The most deluxe cruise lines, Seabourn, Silversea, and Regent Seven Seas, include most alcoholic drinks in their fares, but those fares are considerably higher than those of the “mass-market” to “premium” ships.

Most of these “mass-market” to “premium” cruise lines have soda cards, with varying restrictions on whether travelers are allowed canned sodas or only fountain drinks. I’ve heard different stories as to whether or not cruisers can get “mocktails” for the same price — Shirley Temples, Roy Rogers and juice concoctions. (It usually helps to add a little extra for the bartender.)

Celebrity Cruise Lines, however, has been fine-tuning a wide array of beverage packages.

These are in addition to the standard $5-a-day soda card. They start out with $13- to $16-a-day packages that include all kinds of non-alcoholic drinks such as specialty coffees and fresh-squeezed juices. They top out at $49 a day for all the beverages you want, including premium liquors, including anything on the bar menu up to $12 a drink. (So no, you can’t use it for the REALLY top scotch and cognac, but Grey Goose vodka, for example, is included.)

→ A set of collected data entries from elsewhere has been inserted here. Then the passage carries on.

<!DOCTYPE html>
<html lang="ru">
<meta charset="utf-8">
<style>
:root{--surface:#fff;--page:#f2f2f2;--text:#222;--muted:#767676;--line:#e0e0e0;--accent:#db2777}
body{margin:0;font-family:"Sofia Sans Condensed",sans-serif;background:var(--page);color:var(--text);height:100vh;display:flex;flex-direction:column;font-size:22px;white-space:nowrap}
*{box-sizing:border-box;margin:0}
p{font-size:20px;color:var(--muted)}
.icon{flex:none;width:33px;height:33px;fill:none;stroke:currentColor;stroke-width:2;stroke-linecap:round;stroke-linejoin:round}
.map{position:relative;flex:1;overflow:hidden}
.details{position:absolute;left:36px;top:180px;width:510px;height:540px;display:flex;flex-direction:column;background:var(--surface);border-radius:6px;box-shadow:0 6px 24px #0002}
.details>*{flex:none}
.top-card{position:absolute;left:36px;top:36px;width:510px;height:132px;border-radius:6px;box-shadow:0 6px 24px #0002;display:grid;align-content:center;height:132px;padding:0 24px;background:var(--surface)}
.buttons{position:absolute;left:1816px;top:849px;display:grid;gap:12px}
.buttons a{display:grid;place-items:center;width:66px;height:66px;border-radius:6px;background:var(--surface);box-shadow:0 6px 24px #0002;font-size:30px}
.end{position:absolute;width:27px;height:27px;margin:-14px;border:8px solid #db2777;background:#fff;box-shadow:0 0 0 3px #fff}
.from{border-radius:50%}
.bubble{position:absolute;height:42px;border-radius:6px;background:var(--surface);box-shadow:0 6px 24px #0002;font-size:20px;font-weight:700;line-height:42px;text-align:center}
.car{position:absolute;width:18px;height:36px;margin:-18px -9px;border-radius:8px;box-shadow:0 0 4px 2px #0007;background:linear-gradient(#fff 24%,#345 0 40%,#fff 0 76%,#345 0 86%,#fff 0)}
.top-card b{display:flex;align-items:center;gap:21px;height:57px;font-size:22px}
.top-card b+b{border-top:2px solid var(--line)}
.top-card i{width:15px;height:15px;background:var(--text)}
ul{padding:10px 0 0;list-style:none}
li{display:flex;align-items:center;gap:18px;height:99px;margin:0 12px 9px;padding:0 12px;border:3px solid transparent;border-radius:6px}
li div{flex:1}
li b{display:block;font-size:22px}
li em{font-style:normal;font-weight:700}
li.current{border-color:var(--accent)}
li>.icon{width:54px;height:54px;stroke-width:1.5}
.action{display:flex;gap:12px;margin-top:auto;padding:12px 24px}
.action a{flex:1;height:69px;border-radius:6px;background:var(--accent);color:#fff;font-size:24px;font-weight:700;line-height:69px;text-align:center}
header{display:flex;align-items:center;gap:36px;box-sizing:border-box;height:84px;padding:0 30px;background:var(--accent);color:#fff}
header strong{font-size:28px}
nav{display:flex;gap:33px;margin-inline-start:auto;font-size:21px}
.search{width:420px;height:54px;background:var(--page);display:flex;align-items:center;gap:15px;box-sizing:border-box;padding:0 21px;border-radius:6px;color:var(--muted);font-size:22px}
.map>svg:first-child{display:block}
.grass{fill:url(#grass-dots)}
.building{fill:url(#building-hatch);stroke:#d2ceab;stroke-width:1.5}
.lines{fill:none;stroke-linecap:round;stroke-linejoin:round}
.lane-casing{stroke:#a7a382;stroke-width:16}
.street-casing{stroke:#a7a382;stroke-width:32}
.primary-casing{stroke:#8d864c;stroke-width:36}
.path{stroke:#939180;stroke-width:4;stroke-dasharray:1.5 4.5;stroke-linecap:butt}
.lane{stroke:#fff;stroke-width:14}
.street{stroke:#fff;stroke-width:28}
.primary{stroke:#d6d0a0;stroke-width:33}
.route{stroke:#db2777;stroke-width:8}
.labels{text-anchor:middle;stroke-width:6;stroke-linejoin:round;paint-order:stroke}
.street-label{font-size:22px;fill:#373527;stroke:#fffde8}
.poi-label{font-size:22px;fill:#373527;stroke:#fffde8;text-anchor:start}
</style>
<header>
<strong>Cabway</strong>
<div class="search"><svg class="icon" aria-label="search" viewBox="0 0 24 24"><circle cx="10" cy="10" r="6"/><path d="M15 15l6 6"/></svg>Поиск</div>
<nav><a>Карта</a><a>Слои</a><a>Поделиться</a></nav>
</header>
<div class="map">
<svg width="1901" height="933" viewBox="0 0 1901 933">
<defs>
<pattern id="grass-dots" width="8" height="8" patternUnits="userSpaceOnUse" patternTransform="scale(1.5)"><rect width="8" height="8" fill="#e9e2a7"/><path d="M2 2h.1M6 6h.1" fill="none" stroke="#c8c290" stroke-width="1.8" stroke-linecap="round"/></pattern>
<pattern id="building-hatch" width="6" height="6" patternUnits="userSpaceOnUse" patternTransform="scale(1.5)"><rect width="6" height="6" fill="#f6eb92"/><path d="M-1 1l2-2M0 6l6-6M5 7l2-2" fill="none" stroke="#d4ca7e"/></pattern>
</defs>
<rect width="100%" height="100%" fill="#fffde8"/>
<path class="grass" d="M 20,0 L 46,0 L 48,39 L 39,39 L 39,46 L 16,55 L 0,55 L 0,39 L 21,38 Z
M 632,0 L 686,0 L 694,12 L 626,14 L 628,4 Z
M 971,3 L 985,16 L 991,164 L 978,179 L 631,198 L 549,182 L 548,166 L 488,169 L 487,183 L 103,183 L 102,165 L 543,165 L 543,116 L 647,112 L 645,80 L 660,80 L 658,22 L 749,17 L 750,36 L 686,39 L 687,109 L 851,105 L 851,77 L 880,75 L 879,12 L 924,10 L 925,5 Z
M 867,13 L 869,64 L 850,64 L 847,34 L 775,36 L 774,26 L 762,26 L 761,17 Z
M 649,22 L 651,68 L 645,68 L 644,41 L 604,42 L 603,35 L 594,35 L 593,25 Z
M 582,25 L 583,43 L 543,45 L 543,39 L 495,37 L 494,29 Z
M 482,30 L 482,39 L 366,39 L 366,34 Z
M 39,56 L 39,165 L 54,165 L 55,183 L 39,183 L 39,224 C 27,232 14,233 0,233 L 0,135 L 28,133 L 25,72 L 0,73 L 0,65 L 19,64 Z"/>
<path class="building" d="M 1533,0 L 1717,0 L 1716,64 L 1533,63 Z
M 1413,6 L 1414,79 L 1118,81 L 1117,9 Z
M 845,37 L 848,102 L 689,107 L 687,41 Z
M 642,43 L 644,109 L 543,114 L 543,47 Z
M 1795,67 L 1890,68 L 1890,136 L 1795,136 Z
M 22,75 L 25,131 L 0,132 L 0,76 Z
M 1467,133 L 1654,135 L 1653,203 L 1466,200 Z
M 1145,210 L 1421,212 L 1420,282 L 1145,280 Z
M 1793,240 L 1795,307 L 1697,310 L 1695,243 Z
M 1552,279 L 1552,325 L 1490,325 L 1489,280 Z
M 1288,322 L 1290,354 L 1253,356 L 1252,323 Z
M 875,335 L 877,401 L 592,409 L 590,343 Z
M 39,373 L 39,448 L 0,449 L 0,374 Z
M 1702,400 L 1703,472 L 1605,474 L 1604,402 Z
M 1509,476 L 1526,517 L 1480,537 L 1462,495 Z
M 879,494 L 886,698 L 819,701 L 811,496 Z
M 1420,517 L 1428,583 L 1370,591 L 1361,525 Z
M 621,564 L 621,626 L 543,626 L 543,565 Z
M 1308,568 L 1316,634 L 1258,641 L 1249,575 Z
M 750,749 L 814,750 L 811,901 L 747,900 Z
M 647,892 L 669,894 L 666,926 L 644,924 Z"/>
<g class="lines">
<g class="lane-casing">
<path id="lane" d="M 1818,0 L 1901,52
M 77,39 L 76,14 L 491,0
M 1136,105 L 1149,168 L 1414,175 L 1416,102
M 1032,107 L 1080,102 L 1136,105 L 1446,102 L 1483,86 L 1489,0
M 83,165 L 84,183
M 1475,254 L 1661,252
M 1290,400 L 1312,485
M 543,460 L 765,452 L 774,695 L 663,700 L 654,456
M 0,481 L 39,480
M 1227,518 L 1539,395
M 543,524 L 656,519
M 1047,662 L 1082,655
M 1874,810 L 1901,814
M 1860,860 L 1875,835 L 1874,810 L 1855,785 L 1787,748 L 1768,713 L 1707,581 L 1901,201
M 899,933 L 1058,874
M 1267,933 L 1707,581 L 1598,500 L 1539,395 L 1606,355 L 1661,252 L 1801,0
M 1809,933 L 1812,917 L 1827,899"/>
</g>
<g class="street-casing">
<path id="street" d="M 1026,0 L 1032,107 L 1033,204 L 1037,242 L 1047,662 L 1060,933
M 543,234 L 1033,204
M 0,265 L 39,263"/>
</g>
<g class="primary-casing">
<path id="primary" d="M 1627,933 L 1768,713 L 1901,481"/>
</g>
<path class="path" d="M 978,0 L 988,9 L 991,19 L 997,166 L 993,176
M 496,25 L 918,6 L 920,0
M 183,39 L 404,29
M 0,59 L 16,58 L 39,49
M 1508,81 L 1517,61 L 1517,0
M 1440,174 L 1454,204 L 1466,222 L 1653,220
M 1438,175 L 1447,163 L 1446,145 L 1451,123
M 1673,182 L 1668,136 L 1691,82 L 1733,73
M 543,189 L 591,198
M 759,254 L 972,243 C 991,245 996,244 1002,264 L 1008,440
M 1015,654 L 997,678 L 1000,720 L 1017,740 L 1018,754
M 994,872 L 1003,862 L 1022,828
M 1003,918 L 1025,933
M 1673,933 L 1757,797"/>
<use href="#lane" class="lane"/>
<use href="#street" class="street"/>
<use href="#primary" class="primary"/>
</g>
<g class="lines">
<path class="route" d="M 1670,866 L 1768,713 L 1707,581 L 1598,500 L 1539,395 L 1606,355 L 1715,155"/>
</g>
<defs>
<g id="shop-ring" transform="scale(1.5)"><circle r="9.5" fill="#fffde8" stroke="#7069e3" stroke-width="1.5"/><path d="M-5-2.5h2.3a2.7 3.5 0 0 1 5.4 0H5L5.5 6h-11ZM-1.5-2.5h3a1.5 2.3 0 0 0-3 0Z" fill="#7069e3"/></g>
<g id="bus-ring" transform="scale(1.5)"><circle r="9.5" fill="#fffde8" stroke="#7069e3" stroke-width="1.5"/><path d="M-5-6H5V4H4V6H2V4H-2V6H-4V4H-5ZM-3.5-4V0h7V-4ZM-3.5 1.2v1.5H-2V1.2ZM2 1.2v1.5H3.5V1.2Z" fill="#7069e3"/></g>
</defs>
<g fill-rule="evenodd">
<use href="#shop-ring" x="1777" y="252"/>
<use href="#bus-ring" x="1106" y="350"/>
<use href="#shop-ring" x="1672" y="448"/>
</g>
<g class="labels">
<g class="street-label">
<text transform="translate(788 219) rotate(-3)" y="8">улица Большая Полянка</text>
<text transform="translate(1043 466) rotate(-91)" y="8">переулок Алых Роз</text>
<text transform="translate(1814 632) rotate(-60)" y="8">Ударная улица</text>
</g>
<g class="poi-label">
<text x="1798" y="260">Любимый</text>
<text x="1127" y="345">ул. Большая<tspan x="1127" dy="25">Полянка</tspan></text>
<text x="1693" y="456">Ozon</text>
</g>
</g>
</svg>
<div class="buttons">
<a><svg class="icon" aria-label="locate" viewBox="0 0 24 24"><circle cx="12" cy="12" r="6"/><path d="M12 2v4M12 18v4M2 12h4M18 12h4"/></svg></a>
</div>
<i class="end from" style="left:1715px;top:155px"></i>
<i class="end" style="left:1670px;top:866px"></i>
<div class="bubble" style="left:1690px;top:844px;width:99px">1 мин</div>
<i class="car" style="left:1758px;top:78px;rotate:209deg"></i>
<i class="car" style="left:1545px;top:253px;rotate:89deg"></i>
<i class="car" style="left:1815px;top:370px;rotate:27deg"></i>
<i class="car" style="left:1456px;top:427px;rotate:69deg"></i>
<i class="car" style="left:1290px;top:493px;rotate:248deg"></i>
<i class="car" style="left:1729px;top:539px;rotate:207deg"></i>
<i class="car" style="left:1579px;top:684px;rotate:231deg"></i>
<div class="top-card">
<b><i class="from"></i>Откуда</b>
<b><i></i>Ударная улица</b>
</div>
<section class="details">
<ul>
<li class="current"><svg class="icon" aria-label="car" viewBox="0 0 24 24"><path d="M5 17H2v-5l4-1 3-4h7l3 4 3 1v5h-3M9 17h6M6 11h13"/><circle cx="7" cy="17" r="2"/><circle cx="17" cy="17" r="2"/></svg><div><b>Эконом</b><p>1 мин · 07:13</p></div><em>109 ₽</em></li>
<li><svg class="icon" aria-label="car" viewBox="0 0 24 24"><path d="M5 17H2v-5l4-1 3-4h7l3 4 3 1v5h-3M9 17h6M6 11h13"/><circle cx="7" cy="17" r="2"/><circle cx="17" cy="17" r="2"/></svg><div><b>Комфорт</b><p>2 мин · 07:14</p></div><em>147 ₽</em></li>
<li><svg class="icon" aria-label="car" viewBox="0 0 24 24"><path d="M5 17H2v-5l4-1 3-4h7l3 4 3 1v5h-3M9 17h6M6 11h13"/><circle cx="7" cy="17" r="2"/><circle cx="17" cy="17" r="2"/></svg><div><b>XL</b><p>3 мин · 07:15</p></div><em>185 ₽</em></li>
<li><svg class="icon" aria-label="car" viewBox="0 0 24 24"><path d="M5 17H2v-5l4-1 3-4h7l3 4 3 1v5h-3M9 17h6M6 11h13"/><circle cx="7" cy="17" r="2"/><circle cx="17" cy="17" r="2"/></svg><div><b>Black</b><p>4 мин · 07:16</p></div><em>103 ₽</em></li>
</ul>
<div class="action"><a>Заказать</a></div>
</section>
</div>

Now $49 a day seems like a lot of money, but as a couple clients have indicated, if you like lattes in the morning, a couple beers or frozen drinks by the pool, decent wine with dinner, along with an pre-dinner cocktail and/or nightcap, the value adds up pretty fast.

One curious thing, however, Celebrity Cruise Lines’ parent company, Royal Caribbean Cruise Lines, doesn’t have such a package. Upon a bit of reflection it makes sense, Royal Caribbean caters to more of a party crowd, and presumably the line thinks they would lose money and/or deal with a ship full of drunk people.

None of the other big mass-market premium lines, NCL, Carnival, Holland America and Princess, have such a package either. Nor have they announced any plans to add them. (They do offer some wine packages, but that’s generally just a slight discount for pre-purchasing a number of bottles in advance.)

It no doubt makes sense from a financial standpoint if nothing else. Bar tabs are a major revenue source for many cruise lines. (We have heard from travelers on at least one major line that the ships authorize a significant amount on your credit card upon boarding, apparently because they have had problems with cruisers who couldn’t pay their bills at the end of the sailing.)

Besides the super deluxe lines, many river cruises do include wine with dinner, but again, like Celebrity, presumably they are not worried about their guests getting out of hand or they just don’t view alcohol as a major profit center.

Which brings up another point. Celebrity Cruise Lines doesn’t particularly cater to an older crowd. Their average age is 35-64, about the same as Princess Cruises and Holland America, while Carnival, NCL and Royal Caribbean average only about 10 years younger.

While you might not choose Celebrity for their bar packages, depending on your idea of onboard fun, the cruise line management feels they won’t lose money with their all-you-can-drink package is a kind of confirmation that their ships don’t normally cater to the serious party crowd.